However, in that situation, you probably wouldn't be attacking the
database in the first place. Most likely you have some knowledge about
what it contains. Maybe there's a stream of sensor data that flows
into the database, and you can see that stream. By watching pg_clog,
you can see when a particular bit of data is rejected. That could be
valuable.

To take a highly artificial example, suppose that the database is fed
by secret video cameras which identify the faces of everyone who
boards a commercial aircraft and records all of those names in a
database, but high-ranking government officials are exempt from the
program and there's a white-list of people whose names can't be
inserted. When the system tries, a constraint violation occurs and the
transaction aborts. Now, if you see a transaction abort show up in
pg_clog, you know that either a high-ranking government official just
tried to walk onto a plane, or the system is broken. If you see a
whole bunch of aborts within a few hours of each other, separated by
lots of successful insertions, maybe you can infer a cabinet meeting.
I don't know. That's a little bit of a stretch, but I don't see any
reason why something like that can't happen. There are probably more
plausible examples.

The point is that it's unreasonable, at least in my view, to decide
that the knowledge of which transactions commit and which transactions
abort isn't sensitive. Yeah, on a lot of systems it won't be, but on
some systems it might be, so it should be encrypted.
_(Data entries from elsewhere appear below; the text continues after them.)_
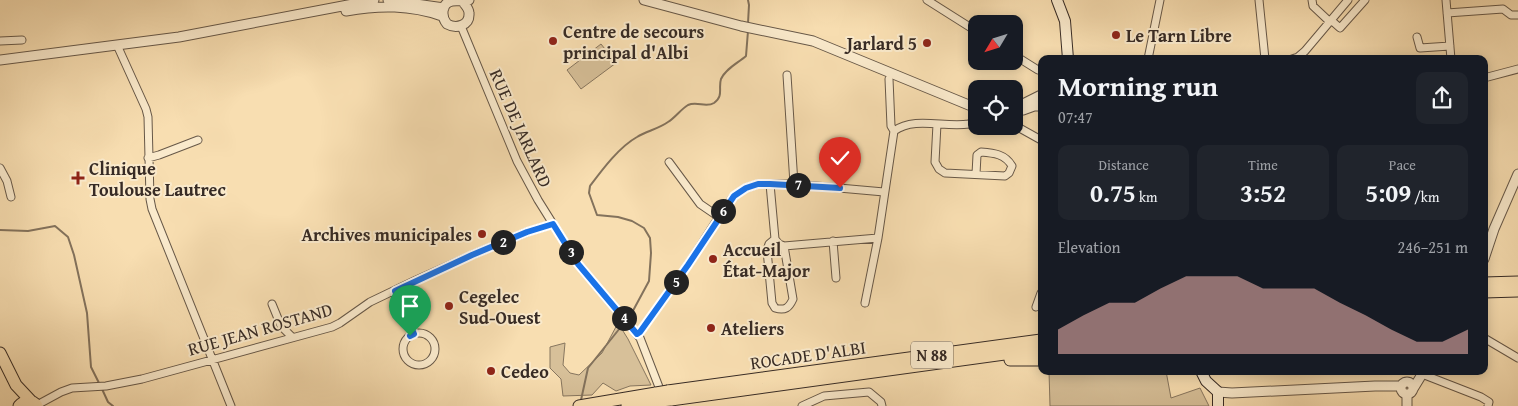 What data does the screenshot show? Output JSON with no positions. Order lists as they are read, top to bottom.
{
  "streets": {
    "main road": ["ROCADE D'ALBI", "N 88"],
    "street": ["RUE DE JARLARD", "RUE JEAN ROSTAND"]
  },
  "crossings": [
    ["RUE DE JARLARD", "RUE JEAN ROSTAND"],
    ["RUE DE JARLARD", "ROCADE D'ALBI"]
  ],
  "places": {
    "other": [
      "Le Tarn Libre",
      "Centre de secours principal d'Albi",
      "Jarlard 5",
      "Archives municipales",
      "Accueil État-Major",
      "Cegelec Sud-Ouest",
      "Ateliers",
      "Cedeo"
    ],
    "health": ["Clinique Toulouse Lautrec"]
  },
  "north": "bottom left",
  "page": {
    "heading": ["Morning run", "07:47"],
    "stats": [
      ["Distance", "0.75 km"],
      ["Time", "3:52"],
      ["Pace", "5:09 /km"]
    ],
    "pins": [
      "7",
      "6",
      "2",
      "3",
      "5",
      "4"
    ],
    "chart": ["Elevation", "246–251 m"]
  }
} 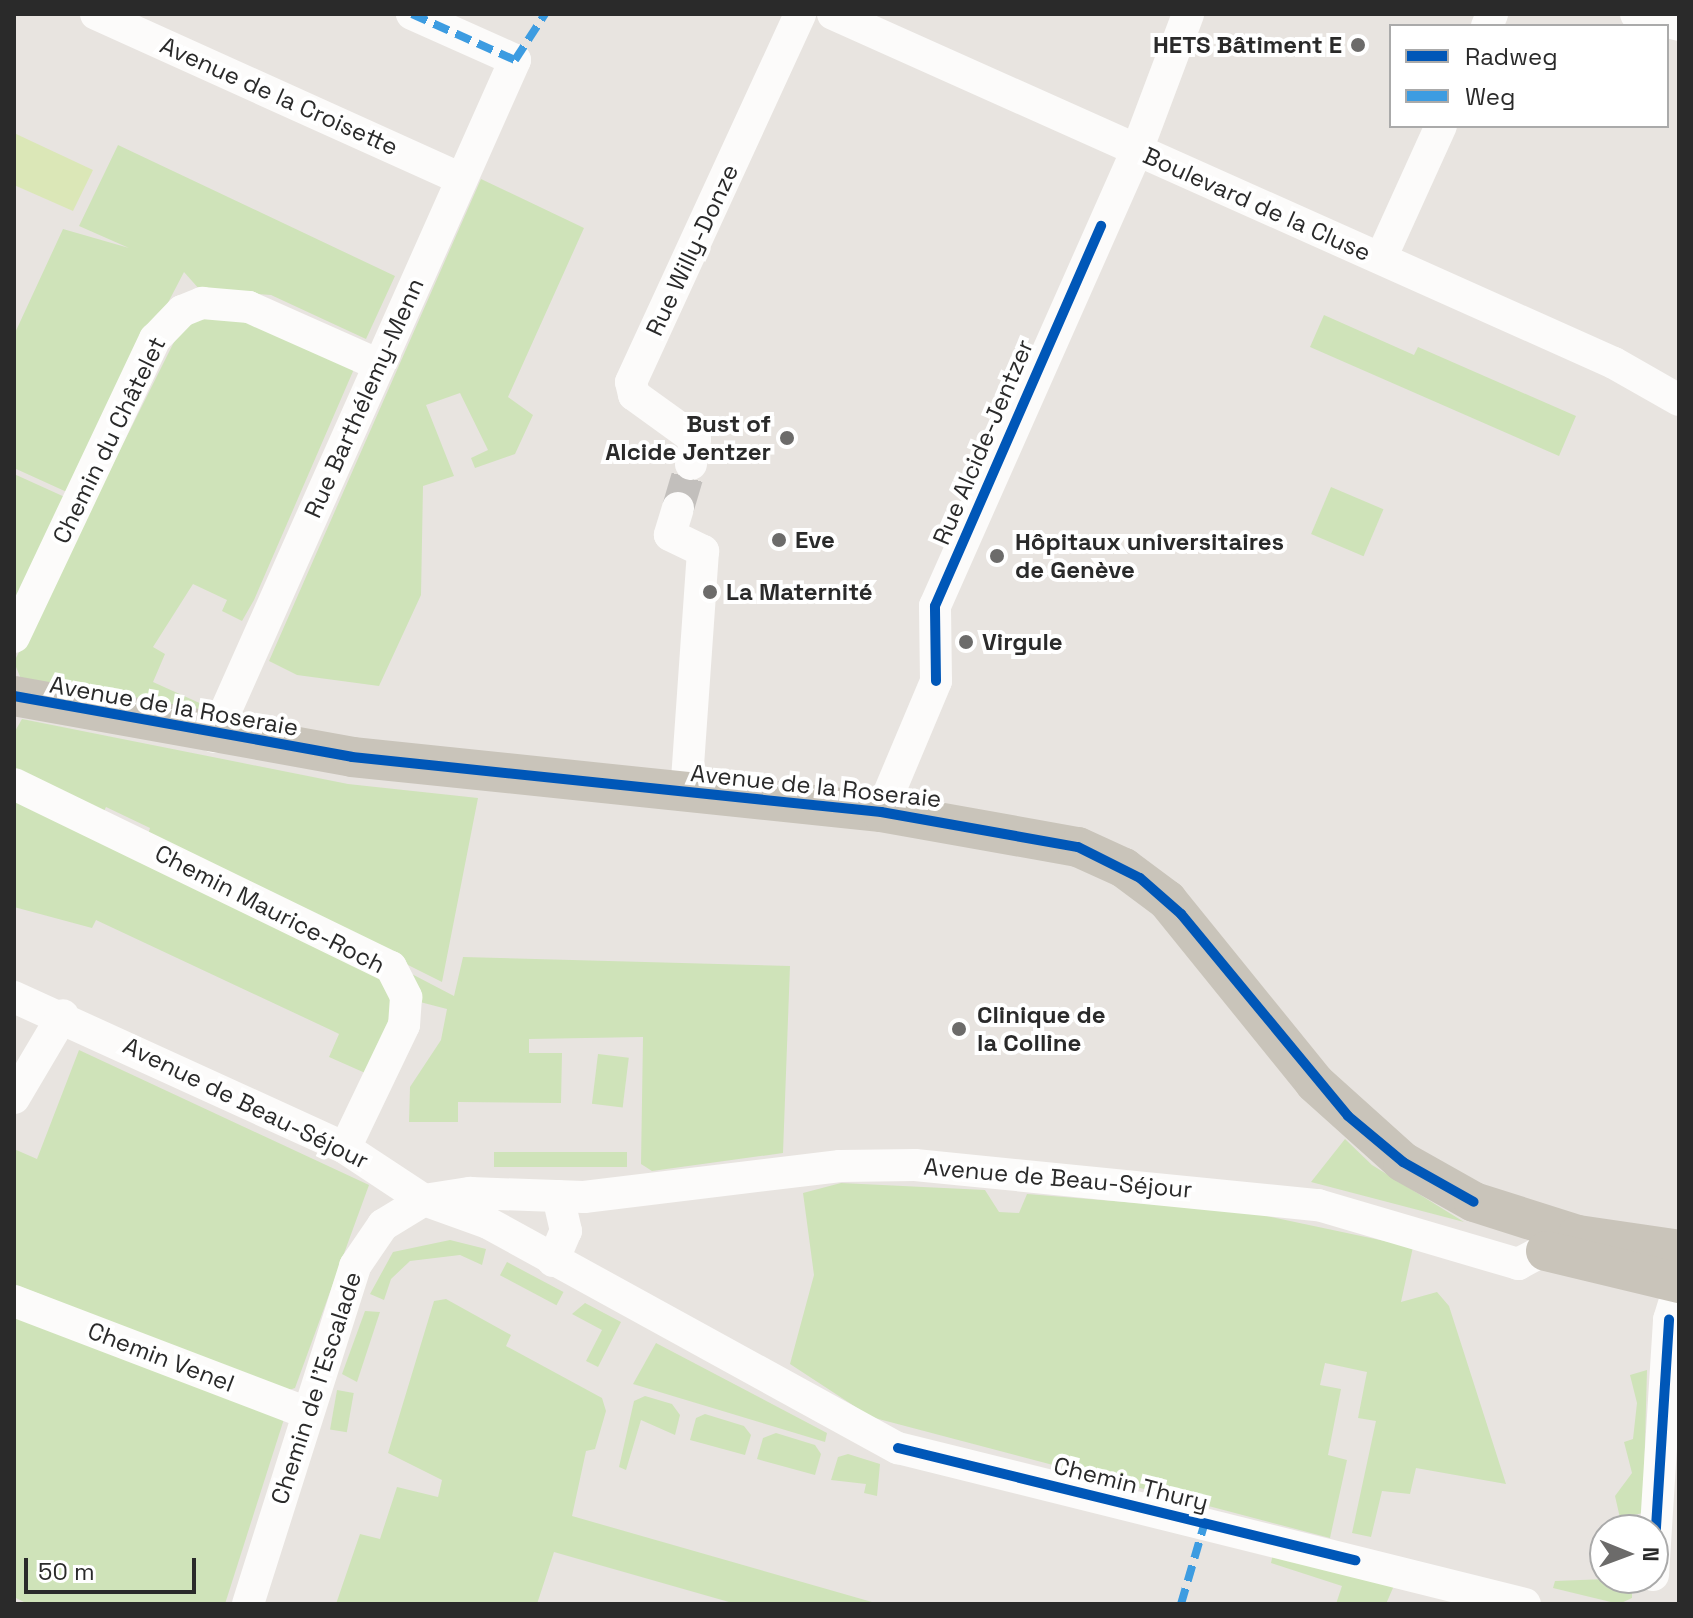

What I really find puzzling here is that Cybertec had a patch that
encrypted -- well, I don't remember whether it encrypted this, but it
encrypted a lot of stuff, and it spent a lot of time being concerned
about these exact kinds of issues. I know for example that they
thought about the stats file, which is an even more clear vector for
information leakage than we're talking about here. They thought about
logical decoding spill files, also a clear vector for information
leakage. Pretty sure they also thought about WAL. That's all really
important stuff, and one thing I learned from reading that patch is
that you can't solve those problems in a trivial, mechanical way. Some
of those systems currently write data byte-by-byte, and converting
them to work block-by-block makes encrypting them a lot easier. So it
seems to me that even if you think that patch had the dumbest key
management system in the history of the universe, you ought to be
embracing some of the ideas that are in that patch because they'll
make any future encryption project easier. Instead of arguing about
whether these side-channel attacks are important -- and I seem not to
be alone here in believing that they are -- we could be working to get
code that has already been written to help solve those problems
committed.

I ask again -- why are you so opposed to a single-key,
encrypt-everything approach? Even if you think multiple-key,
encrypt-only-some-things is better, they don't have to block each
other.

> Which database systems have you looked at which have the properties
> you're describing above that we should be working hard towards?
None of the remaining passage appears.